YOUR OBJECTIVE >>
Check every line below for the string "hidden", and copy the lines that contain it.
----------
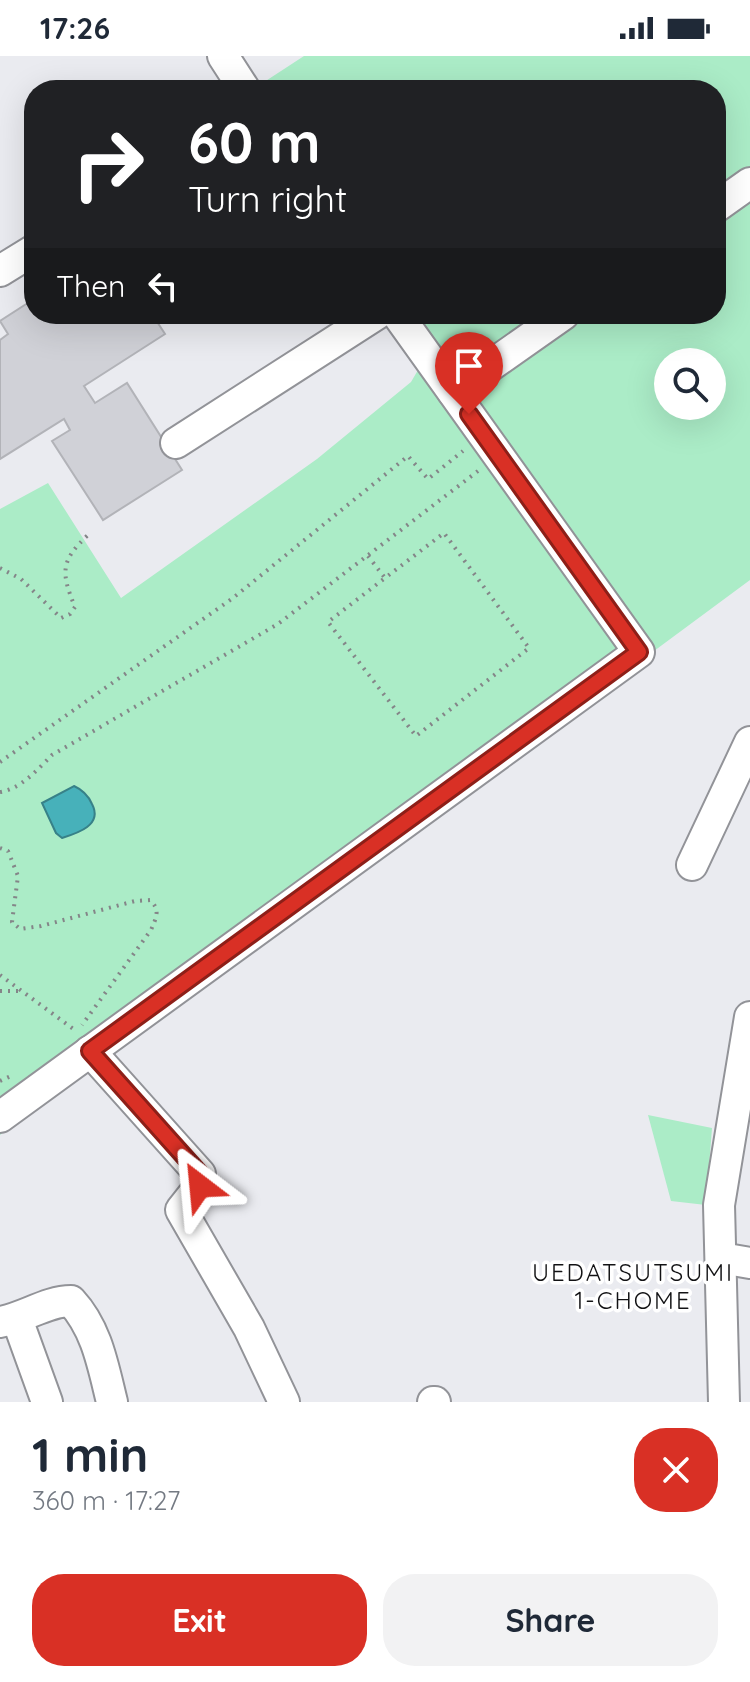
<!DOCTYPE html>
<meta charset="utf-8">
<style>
:root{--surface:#fff;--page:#f2f2f3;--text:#1f2937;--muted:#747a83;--accent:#d93025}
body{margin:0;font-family:Quicksand,sans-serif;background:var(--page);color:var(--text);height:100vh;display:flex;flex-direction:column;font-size:30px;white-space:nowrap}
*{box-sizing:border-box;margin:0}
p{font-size:26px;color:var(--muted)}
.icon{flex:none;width:44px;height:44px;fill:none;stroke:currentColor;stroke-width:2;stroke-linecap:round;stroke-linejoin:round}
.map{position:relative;height:1346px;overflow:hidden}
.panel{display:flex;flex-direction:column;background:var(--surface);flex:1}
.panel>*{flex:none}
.top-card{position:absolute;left:24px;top:24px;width:702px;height:244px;border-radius:32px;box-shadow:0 8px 32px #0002;background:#202124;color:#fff;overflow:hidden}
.buttons{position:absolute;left:654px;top:292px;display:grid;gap:16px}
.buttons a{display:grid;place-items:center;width:72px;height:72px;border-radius:50%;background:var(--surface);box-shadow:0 8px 32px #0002;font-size:40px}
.pin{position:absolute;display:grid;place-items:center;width:68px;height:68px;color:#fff;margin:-82px -34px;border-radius:50% 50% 50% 0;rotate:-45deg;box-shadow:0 0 8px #0007}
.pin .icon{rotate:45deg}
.me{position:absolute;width:88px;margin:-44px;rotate:331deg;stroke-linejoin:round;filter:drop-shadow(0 0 6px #0008)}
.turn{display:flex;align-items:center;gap:28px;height:168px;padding:0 32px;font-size:36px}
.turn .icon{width:104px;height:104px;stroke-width:2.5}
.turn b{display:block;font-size:56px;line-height:68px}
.then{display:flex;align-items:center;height:76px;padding:0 32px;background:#0003;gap:16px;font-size:30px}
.round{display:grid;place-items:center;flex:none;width:84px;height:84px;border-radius:32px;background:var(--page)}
.head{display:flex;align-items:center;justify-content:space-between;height:136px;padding:0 32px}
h1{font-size:48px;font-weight:700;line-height:60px}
.primary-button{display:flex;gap:16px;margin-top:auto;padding:16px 32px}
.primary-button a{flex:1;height:92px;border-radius:32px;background:var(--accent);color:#fff;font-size:32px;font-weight:700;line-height:92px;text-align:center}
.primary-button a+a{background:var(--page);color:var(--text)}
.status{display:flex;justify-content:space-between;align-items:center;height:56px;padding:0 40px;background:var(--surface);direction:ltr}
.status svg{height:22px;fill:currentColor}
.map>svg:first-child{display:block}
.green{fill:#abecc7;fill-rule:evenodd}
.water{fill:#47b1ba;stroke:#378188;stroke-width:2}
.building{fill:#d0d1d7;stroke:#b2b3b8;stroke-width:2}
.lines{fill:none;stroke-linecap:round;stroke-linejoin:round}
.minor-casing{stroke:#929398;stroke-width:34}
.path{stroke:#848588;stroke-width:4;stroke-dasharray:2 6;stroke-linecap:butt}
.minor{stroke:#fff;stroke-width:30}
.route-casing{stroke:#8d1f18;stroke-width:20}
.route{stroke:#d93025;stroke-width:14}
.labels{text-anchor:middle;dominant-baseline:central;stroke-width:7;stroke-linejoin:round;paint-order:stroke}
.neighbourhood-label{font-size:24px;letter-spacing:2px;fill:#121214;stroke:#fff}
</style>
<div class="status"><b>17:26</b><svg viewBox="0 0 49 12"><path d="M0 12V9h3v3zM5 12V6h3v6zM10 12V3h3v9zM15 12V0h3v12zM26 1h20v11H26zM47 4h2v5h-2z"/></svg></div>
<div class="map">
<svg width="750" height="1346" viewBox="0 0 750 1346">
<rect width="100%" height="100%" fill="#eaebf0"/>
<!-- green -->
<g class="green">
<path d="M 304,0 L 750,0 L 750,524 L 0,1079 L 0,453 L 48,427 L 121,542 L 317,403 L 411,326 L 435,285 L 417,258 L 716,258 L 716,34 L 261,34 L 258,30 ZM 668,306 L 712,306 L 712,350 L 668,350 Z"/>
<path d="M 648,1059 L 712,1072 L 706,1149 L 671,1145 Z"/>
</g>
<!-- water -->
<path class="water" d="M 74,730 C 83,734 88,739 92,748 C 103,769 78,777 62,782 L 56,777 L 42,747 Z"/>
<!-- building -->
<path class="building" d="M 34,243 L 34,258 L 152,258 L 165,278 L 84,330 L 95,347 L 127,327 L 182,414 L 103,464 L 52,385 L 70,374 L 64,363 L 0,403 L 0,284 L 8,278 L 0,265 Z"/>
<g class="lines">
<defs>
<g id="minor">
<path d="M 223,0 L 245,34"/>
<path d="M 716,151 L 750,127"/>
<path d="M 0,215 L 34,194"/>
<path d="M 453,336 L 564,258"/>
<path d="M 176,387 L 377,258"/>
<path d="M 692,809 L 750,686"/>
<path d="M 90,995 L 200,1118 L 200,1130 L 181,1154 L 249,1272 L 284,1346"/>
<path d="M 0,1061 L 639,596 L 397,258"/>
<path d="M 721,1202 L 750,1207"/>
<path d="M 17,1263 L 47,1346"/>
<path d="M 0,1266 C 24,1262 47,1245 71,1245 C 97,1273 103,1310 112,1346"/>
<path d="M 433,1346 L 435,1346"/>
<path d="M 724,1346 L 719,1149 L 750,961"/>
</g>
</defs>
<!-- minor casing -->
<use href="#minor" class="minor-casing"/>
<!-- path -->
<g class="path">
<path d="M 368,500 L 385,522 L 444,477 L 529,592 L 416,680 L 328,566 L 385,522"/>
<path d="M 0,512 L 21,523 L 61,562 L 70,558 L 75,551 C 61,517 60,505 88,479"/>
<path d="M 0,706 L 233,542 L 408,400 L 428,423 L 463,395"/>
<path d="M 0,736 C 21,733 38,713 52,699 L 278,568 L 478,415"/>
<path d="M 0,792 L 8,795 L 18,820 L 12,866 L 20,873 L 41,870 L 135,845 L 150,844 C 161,854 156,862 151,874 L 82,969"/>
<path d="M 0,919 L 76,975"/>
<path d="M 0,935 L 20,935"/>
<path d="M 0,1025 L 11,1020"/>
</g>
<!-- minor -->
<use href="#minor" class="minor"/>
</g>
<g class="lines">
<defs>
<path id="route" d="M 200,1130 L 200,1118 L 90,995 L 639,596 L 469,358"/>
</defs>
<!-- route casing -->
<use href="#route" class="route-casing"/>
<!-- route -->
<use href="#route" class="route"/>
</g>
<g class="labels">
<!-- neighbourhood labels -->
<g class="neighbourhood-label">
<text x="633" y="1216">UEDATSUTSUMI<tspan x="633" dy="28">1-CHOME</tspan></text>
</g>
</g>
</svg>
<div class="buttons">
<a><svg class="icon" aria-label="search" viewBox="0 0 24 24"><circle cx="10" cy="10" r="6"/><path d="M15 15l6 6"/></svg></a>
</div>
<div class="pin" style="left:469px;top:358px;background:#d93025"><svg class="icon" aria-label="arrive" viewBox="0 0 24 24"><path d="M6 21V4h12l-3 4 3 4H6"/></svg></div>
<svg class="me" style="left:200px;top:1130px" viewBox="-20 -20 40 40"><path d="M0-17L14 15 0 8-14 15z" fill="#d93025" stroke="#fff" stroke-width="4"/></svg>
<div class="top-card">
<div class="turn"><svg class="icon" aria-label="right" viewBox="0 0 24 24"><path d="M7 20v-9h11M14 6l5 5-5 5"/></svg><div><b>60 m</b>Turn right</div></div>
<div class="then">Then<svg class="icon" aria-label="left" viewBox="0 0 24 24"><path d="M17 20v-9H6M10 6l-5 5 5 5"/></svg></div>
</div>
</div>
<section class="panel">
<div class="head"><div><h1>1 min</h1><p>360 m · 17:27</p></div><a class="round" style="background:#d93025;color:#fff"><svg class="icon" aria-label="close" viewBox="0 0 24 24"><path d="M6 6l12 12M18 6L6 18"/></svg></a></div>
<div class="primary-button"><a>Exit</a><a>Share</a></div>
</section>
----------
TASK SOLUTION >>
.map{position:relative;height:1346px;overflow:hidden}
.top-card{position:absolute;left:24px;top:24px;width:702px;height:244px;border-radius:32px;box-shadow:0 8px 32px #0002;background:#202124;color:#fff;overflow:hidden}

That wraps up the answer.